By: Michele Yeo
Warning: this piece contains spoilers from the first two episodes of And Just Like That…. But who are we kidding, you’ve already watched them, right?
And just like that we are reunited with our gals from Sex and the City. Well, three of the four, anyway as Kim Cattrall famously said “that’s a no from me, dawg” to revisiting her iconic Samantha Jones character and reuniting onscreen with Sarah Jessica Parker. Samantha’s absence is explained early on in episode one: she and Carrie had a falling out after Carrie no longer required Samantha’s public relations services and Samantha, her ego bruised, fled to London and cut off contact with all three of them. It feels like betrayal of a character whose friendships were always of utmost importance to her. To ghost her beloved ladies over a perceived slight is seriously off-brand for Samantha, who, along with Miranda, was always the more emotionally mature of the quartet.
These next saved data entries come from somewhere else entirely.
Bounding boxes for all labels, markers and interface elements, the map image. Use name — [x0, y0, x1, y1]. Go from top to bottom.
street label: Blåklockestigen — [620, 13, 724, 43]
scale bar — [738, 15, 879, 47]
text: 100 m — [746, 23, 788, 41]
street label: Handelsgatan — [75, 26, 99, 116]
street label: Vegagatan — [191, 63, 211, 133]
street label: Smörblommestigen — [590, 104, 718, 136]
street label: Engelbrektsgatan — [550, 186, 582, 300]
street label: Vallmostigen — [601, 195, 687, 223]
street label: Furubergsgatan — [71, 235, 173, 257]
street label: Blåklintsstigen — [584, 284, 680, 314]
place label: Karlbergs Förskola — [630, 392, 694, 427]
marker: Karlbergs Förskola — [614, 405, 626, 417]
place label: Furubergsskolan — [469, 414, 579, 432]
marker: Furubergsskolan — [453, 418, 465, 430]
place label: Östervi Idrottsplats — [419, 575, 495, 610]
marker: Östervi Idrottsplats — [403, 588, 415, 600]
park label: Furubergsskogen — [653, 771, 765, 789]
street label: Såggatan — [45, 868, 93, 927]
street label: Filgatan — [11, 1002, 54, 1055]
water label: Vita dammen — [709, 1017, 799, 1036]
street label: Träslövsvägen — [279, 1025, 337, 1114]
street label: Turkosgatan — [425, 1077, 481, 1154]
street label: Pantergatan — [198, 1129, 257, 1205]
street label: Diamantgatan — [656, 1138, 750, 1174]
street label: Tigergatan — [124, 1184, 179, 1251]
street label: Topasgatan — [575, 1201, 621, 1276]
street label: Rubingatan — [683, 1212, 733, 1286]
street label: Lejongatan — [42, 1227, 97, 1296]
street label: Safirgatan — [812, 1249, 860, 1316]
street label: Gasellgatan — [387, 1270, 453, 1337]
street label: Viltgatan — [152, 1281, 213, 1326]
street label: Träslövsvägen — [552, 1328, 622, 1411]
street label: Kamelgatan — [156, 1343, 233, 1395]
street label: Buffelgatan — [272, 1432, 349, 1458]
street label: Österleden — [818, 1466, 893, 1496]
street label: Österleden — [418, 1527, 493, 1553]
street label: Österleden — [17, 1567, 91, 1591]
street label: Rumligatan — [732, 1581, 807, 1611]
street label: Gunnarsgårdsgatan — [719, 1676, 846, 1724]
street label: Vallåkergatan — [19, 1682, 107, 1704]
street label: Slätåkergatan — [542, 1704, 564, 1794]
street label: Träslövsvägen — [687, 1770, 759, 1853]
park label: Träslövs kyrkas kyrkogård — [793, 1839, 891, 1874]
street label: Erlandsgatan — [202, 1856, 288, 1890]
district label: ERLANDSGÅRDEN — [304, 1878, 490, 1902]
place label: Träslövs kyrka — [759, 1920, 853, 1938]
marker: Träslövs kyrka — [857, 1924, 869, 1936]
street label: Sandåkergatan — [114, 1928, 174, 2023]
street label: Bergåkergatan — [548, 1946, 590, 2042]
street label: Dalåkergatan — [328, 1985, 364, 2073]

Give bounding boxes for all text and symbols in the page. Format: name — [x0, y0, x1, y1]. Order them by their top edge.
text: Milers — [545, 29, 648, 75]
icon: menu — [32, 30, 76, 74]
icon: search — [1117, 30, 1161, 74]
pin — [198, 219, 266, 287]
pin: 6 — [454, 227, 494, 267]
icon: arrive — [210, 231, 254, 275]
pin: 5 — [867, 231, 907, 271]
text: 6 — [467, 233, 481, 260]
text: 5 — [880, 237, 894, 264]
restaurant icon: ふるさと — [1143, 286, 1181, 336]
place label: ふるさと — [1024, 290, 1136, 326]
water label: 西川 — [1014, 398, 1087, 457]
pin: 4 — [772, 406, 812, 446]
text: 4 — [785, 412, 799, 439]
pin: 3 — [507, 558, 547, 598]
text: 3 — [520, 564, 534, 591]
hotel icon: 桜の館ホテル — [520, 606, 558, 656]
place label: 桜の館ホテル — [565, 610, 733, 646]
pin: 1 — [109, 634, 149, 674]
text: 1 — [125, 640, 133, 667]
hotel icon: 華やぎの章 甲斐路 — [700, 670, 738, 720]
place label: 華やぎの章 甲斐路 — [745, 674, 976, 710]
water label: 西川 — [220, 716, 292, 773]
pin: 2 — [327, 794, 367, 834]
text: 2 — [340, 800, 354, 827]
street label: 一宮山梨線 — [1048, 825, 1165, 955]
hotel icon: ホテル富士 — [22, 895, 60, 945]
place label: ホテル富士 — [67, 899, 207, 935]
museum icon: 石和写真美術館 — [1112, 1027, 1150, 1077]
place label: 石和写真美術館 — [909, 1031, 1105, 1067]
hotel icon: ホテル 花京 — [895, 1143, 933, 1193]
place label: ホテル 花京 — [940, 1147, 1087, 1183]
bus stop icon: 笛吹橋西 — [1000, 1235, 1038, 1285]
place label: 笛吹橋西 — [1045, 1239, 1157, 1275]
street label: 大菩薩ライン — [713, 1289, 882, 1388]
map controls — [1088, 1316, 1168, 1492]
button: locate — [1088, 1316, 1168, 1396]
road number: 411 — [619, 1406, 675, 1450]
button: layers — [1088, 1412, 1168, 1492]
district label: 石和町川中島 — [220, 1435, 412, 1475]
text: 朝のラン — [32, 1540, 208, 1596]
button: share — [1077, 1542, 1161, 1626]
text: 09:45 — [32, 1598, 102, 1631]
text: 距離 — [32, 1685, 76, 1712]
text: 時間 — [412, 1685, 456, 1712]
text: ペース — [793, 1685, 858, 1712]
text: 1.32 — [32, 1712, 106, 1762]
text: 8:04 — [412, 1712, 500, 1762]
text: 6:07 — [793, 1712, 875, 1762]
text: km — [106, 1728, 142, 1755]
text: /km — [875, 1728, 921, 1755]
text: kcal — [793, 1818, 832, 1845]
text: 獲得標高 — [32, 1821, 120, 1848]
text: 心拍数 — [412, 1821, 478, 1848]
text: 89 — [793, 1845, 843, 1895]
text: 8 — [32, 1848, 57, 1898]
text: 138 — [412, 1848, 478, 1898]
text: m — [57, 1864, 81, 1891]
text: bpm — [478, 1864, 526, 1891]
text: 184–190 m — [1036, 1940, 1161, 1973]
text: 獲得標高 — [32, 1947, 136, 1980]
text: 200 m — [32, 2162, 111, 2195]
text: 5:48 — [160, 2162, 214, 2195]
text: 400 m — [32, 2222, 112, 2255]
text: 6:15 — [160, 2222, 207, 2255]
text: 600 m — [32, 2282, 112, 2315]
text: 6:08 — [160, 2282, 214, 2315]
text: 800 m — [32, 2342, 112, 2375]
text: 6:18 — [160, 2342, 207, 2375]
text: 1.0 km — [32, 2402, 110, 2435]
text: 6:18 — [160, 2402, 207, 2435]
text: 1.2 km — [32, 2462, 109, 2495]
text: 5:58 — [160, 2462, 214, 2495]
I was hoping the series would delve into the grief women often experience after a longtime and meaningful friendship reaches its conclusion. The end of a 14-year-long friendship remains my most significant breakup and, dear reader, I am divorced. Platonic breakups is a topic not often explored in pop culture, with the demise of romantic relationships always treated as the more devastating of the two, and there is much material to be mined from it. Trust me when I say, Samantha is dearly missed, not only by Carrie, but by the audience, too. The series is just not the same without her.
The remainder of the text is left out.